Für Schüler, Eltern und Lehrkräfte hat die Bezirksregierung Köln das sogenannte Zeugnistelefon geschaltet. Experten der Schulabteilung bieten auch noch am Montag, 31. Januar, und Dienstag, 1. Februar, jeweils von 10 bis 12 Uhr und 13 bis 15 Uhr Beratungen, unter anderem bei Fragen zur Notengebung, unter 02 21/1 47 20 00 an. (jes)

Jacobs besucht die zehnte Klasse der Gesamtschule Euskirchen. Nach den Ferien zurück in die Schule zu gehen, sei für die Schülerin einfach gewesen. Die Ereignisse habe sie natürlich im Hinterkopf gehabt, „aber meine Eltern sagten, dass ich mich jetzt auf die Schule konzentrieren soll“. Dadurch sei das erste Halbjahr ganz gut verlaufen. „Nur zuhause zu lernen, war durch den Baustellenkrach etwas schwierig“, erzählt Jacobs.

Schule war Zufluchtsort

Für viele Schülerinnen und Schüler sei die Schule ein Zufluchtsort gewesen, sagt Jacobs. „Wir haben ja alle das Gleiche erlebt. Wir hatten alle keine Ferien. Dadurch haben sich mehr Schüler verstanden gefühlt.“ Das bestätigt auch der Leiter der Gesamtschule Euskirchen, Thomas Müller: „Die Schule war eine vertraute Umgebung und gab ein Sicherheitsgefühl.“ Mit Gesprächsangeboten habe die Schule versucht, die Betroffenen zu unterstützen. „Wir waren da und haben versucht, eine Struktur zu geben“, so Müller. Aber er gibt auch zu: „Ich habe noch nie erlebt, dass Schülerschaft und Kollegium Ferien nötiger hatten als diese Herbstferien.“

„Beide Situationen haben unterschiedliche Schwierigkeiten mitgebracht. Zusammen waren sie aber vor allem für die Betroffenen schwierig“, sagt Anna-Lena Neuß (17) über das vergangene Halbjahr mit Corona und Flut. Die Zehntklässlerin des Johannes-Sturmius-Gymnasiums in Schleiden engagiert sich auch in der Schülervertretung (SV). „Manche sind mit ihren Noten nicht ganz so zufrieden und machen sich Sorgen. Flutbetroffene machen sich doppelt Sorgen“, fährt Neuß fort. „Viele wissen, dass ihnen Stoff fehlt“, bestätigt auch Anna-Lenas SV-Kollege Christian Baran (14).
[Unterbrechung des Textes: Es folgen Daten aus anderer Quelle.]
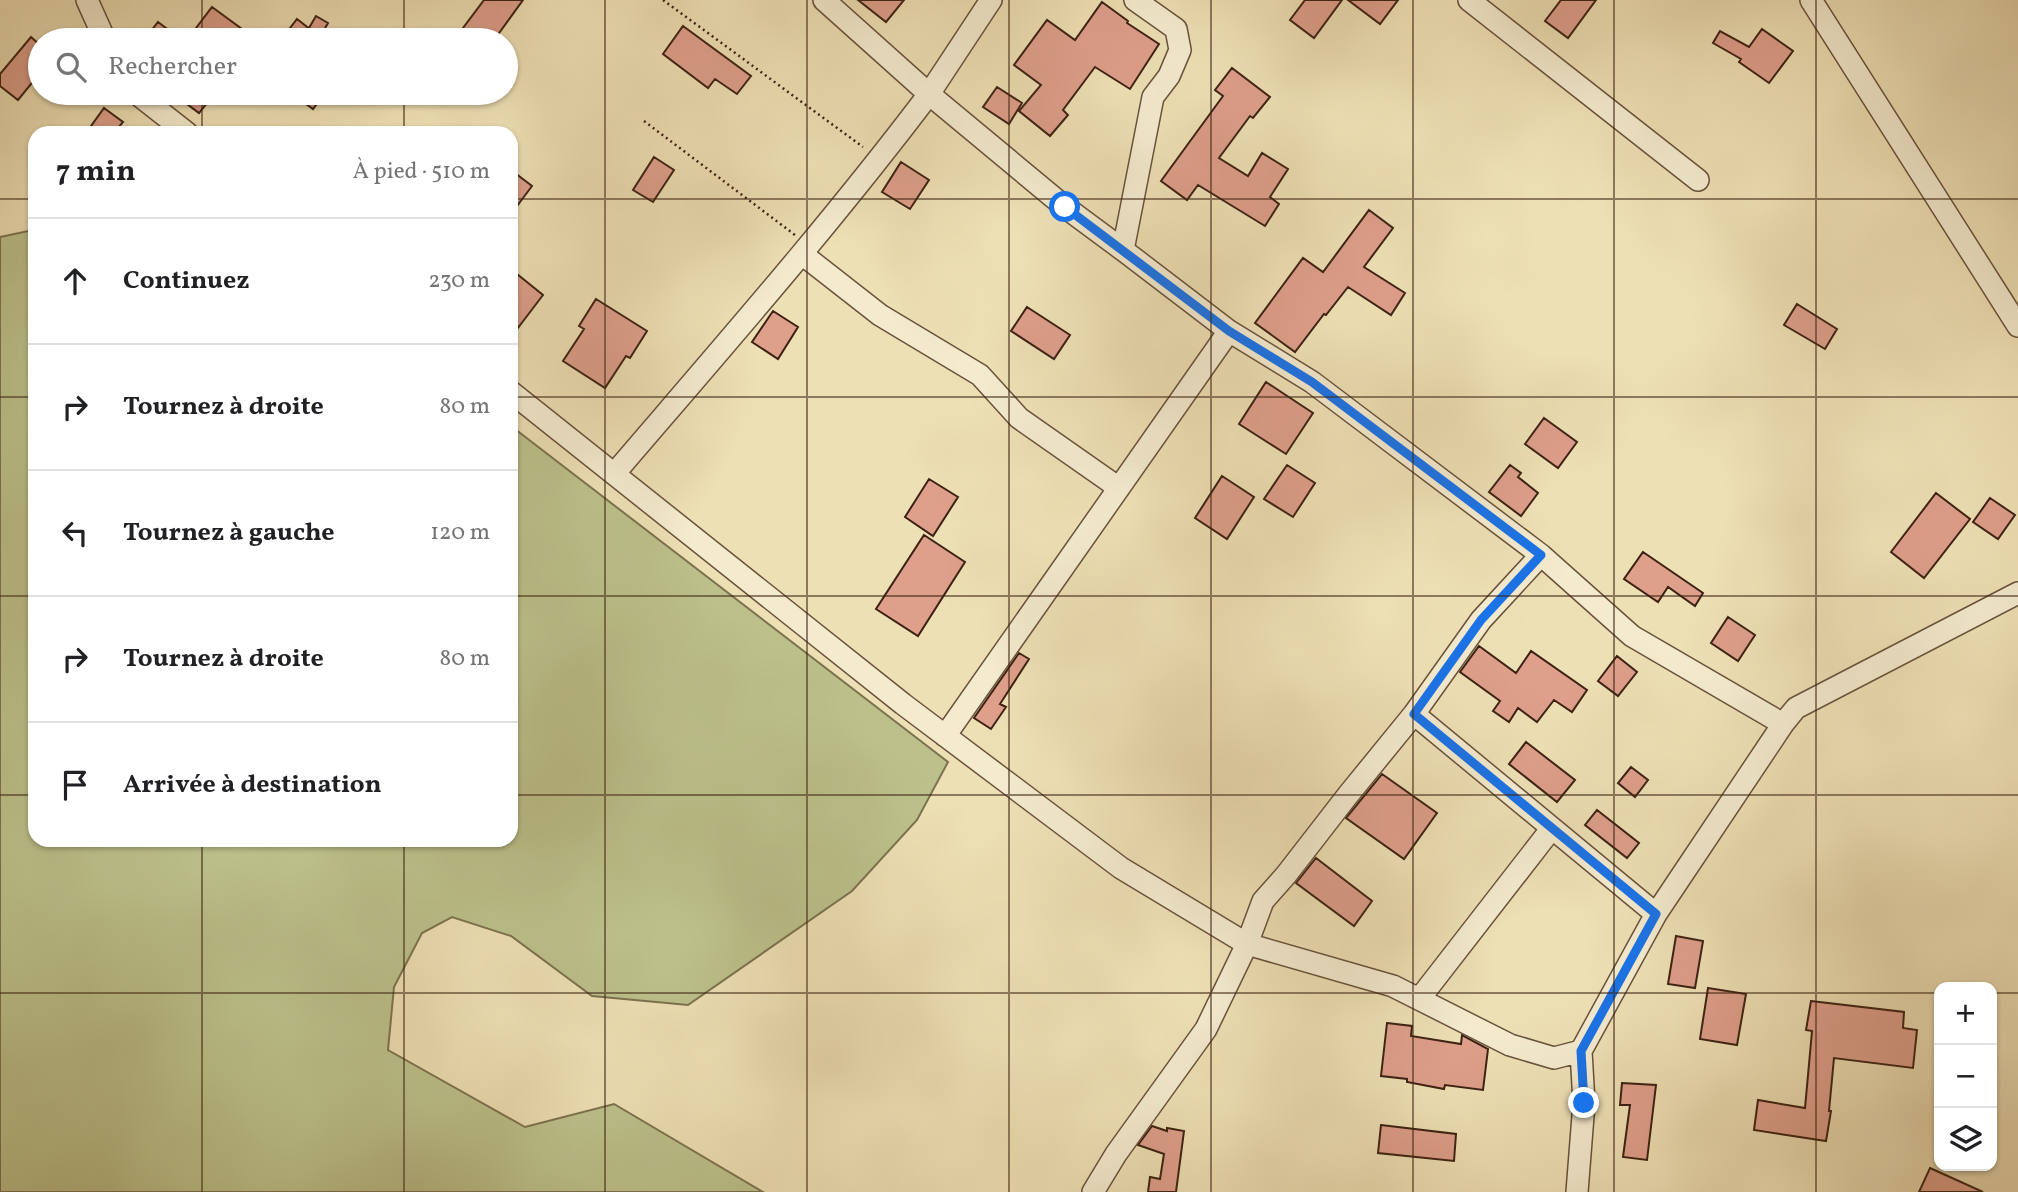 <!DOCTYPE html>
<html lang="fr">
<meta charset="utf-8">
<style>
body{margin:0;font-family:Vollkorn,serif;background:#f2f2f2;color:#202124}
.controls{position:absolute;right:21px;bottom:21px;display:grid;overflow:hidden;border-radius:14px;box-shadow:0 2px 5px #0004}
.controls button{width:63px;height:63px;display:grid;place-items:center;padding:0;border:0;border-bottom:2px solid #e0e0e0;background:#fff;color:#202124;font:35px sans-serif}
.stop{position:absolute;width:21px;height:21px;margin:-16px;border:5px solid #1a73e8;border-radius:50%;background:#fff}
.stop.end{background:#1a73e8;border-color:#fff;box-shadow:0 2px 7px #0008}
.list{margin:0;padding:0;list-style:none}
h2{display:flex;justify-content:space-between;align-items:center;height:91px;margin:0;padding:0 28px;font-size:30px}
h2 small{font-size:23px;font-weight:400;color:#757577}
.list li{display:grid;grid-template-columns:46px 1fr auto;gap:21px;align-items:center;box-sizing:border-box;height:126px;padding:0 28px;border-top:2px solid #e0e0e0}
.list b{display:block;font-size:26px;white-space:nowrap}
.list em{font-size:23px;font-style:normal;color:#757577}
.icon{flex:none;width:38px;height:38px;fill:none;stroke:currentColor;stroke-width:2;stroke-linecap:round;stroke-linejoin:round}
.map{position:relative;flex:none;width:2018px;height:1192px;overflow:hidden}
.search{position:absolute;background:#fff;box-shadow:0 2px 5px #0004;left:28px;top:28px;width:490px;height:77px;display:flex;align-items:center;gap:18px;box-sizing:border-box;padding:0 24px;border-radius:38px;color:#757577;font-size:26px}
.panel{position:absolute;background:#fff;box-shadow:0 2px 5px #0004;left:28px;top:126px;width:490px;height:721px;border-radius:21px}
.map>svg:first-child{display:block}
.green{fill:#bcc18b;stroke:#7c724f;stroke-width:2}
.building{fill:#de9f8b;stroke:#3d2213;stroke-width:2}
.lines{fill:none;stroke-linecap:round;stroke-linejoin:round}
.minor-casing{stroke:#69523c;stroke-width:24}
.path{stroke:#3d2213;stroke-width:2.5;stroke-dasharray:2 3.5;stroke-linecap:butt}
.minor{stroke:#f4ebcf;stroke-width:21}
.route{stroke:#1a73e8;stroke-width:9}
.grid{fill:none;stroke:#3d2213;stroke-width:2;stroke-opacity:0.55}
</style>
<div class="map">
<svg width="2018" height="1192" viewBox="0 0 2018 1192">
<rect width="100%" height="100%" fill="#eee0b5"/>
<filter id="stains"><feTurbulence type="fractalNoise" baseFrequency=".00286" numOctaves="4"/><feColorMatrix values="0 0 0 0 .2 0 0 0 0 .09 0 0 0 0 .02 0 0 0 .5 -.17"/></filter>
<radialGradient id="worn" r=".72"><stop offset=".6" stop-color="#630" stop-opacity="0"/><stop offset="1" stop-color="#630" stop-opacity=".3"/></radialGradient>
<path class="green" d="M33,230L35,232V840H511V426L948,762L917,820L852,891L688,1005L592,996L511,936L452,917L422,933L394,987L388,1050L525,1127L614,1104L763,1192H0V237Z"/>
<path class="building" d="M484,0H523L494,40H454Z
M858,0H904L886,22Z
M1305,0H1342L1314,38L1290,20Z
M1348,0H1398L1380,24Z
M1561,0H1596L1568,38L1545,21Z
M1102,2L1128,21L1127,23L1159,44L1130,89L1095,67L1063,110L1068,115L1050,136L1019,111L1041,85L1014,65L1047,20L1075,40Z
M212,7L257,40H187Z
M316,16L328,23L321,35L309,28Z
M297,19L311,30L303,40H281Z
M158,22L182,40H144Z
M683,26L751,76L737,94L715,79L708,88L663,54Z
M1762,29L1793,51L1769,83L1739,62L1741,59L1713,43L1720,31L1749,47Z
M31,37L40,45V73L18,100L0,86V74Z
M1232,68L1270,97L1253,118L1250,116L1219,158L1248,176L1262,153L1288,169L1270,197L1279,204L1265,226L1198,185L1187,200L1161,181L1223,96L1215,90Z
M997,87L1022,103L1009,124L983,107Z
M190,93H215L199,113L183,101Z
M291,93H325L313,109Z
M104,108L123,122L114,133H86Z
M654,157L674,170L653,202L633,190Z
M901,162L929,180L910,209L882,192Z
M511,170L532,186L511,214Z
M1369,210L1393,228L1364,267L1405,293L1391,315L1348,287L1326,315L1324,314L1295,352L1255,323L1303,258L1323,272Z
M517,274L543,295L511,337V282Z
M596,299L647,331L630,358L626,356L605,388L563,361L584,329L579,326Z
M1797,304L1837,329L1825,349L1784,325Z
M1027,307L1070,335L1054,359L1011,331Z
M773,311L798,327L778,359L752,342Z
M1266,382L1313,413L1286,454L1239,424Z
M1544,418L1577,442L1558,468L1525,444Z
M1287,465L1315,483L1293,517L1264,499Z
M1510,465L1521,473L1518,477L1538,493L1521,516L1489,492Z
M1222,476L1254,497L1227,539L1195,518Z
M929,479L958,497L933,536L905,517Z
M1936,493L1970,519L1924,578L1891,552Z
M1990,498L2015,515L1998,539L1973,522Z
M924,535L965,562L918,636L876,609Z
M1643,552L1703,593L1695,606L1668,587L1658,602L1624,579Z
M1728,617L1755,635L1738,661L1711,643Z
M1479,646L1516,673L1531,651L1587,690L1572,712L1554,700L1537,722L1518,708L1509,722L1493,711L1500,701L1460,672Z
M1019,653L1029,659L1000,704L1006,707L991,729L974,718Z
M1617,656L1637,672L1618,696L1598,681Z
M1526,742L1575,780L1557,802L1509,764Z
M1631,767L1648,780L1635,797L1618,783Z
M1382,774L1437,813L1404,859L1346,818Z
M1597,810L1639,843L1627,858L1585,825Z
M1316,858L1372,901L1354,926L1296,883Z
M1676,936L1703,941L1695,988L1668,984Z
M1708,988L1746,994L1737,1045L1700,1039Z
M1811,1001L1904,1012L1903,1028L1917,1030L1913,1068L1834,1058L1829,1111H1831L1826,1141L1754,1130L1758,1100L1805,1108L1812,1031L1806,1030Z
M1387,1023L1412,1026L1411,1036L1461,1044L1462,1035L1488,1049L1483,1090L1445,1085L1444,1089L1407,1082V1079L1381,1076Z
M1622,1083L1656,1085L1647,1160L1623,1157L1630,1105H1620Z
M1381,1125L1456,1134L1454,1161L1378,1153Z
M1152,1126L1167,1131V1128L1184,1131L1176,1192H1148L1150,1177L1160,1179L1164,1154L1138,1145Z
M1930,1168L1983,1192H1919Z"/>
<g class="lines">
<defs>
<path id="minor" d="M87,0L105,40
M824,0L929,94L991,0
M1135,0L1176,29L1180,50L1169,76L1153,97L1123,250L1229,331L1312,382L1541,555L1632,636L1783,724
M1469,0L1698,180
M1811,0L2018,326
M136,93L187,133
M802,254L880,315L980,375L1019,418L1119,488
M511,392L903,704L1121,868L1247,944L1393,986L1510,1045L1554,1058L1581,1051L1656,914L1783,724L1796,708L2018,593
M614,474C721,349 830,225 929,94L1065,207L1123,250
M1414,714L1656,914
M945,736L1229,331
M1420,998L1552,828
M1093,1192L1116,1154L1206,1029L1247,944L1263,901L1286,875L1348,795L1414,714L1481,620L1541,555
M1577,1192L1584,1103L1581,1051"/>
</defs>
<use href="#minor" class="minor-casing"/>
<path class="path" d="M663,0L863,147
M644,121L795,235"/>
<use href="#minor" class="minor"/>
</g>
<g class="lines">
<path class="route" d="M1065,207L1229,331L1312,382L1541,555L1481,620L1414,714L1656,914L1581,1051L1584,1103"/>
</g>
<path class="grid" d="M202,0V40M404,0V40M605,0V1192M807,0V1192M1009,0V1192M1211,0V1192M1413,0V1192M1614,0V1192M1816,0V1192M202,93V133M404,93V133M0,199H35M511,199H2018M0,397H35M511,397H2018M0,596H35M511,596H2018M0,795H35M511,795H2018M202,840V1192M404,840V1192M0,993H1939M1992,993H2018"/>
<rect width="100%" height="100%" filter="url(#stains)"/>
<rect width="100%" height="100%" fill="url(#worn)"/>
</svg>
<div class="controls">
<button>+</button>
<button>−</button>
<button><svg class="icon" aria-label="layers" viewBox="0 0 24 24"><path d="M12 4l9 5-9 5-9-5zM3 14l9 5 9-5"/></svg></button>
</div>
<div class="stop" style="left:1065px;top:207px"></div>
<div class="stop end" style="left:1584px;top:1103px"></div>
<div class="search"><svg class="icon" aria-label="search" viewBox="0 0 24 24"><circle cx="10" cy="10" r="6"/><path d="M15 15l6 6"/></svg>Rechercher</div>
<section class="panel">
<h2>7 min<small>À pied · 510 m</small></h2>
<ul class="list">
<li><svg class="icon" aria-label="ahead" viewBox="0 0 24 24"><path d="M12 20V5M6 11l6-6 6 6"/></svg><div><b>Continuez</b></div><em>230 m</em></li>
<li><svg class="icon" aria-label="right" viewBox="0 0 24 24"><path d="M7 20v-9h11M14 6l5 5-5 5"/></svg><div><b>Tournez à droite</b></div><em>80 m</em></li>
<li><svg class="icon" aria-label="left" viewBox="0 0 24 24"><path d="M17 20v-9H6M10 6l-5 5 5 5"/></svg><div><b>Tournez à gauche</b></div><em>120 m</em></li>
<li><svg class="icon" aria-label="right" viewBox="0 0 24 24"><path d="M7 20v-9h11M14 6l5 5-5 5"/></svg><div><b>Tournez à droite</b></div><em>80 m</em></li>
<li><svg class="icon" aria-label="arrive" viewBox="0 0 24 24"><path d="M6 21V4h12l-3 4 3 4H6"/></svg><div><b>Arrivée à destination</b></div></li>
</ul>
</section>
</div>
Wissensschwächen seien fächerabhängig

Besonders Schüler der Abschlussjahrgänge hätten Angst, so Neuß, dass auf den Halbjahreszeugnissen Noten auftauchen, die nicht gut sind. Schließlich müssen sie sich damit meist bewerben. Diesen Sorgen entgegenzuwirken, das versucht Schulleiter Georg Jöbkes mit Förder- und Gesprächsangeboten: „Viele Schüler müssen mehr kämpfen, diese Entwicklung merken wir schon.“ In den Konferenzen vor den Zeugnissen habe es intensive Gespräche gegeben. Aber die Schwächen seien zum Teil fächerabhängig. Ein genereller Trend sei nicht erkennbar.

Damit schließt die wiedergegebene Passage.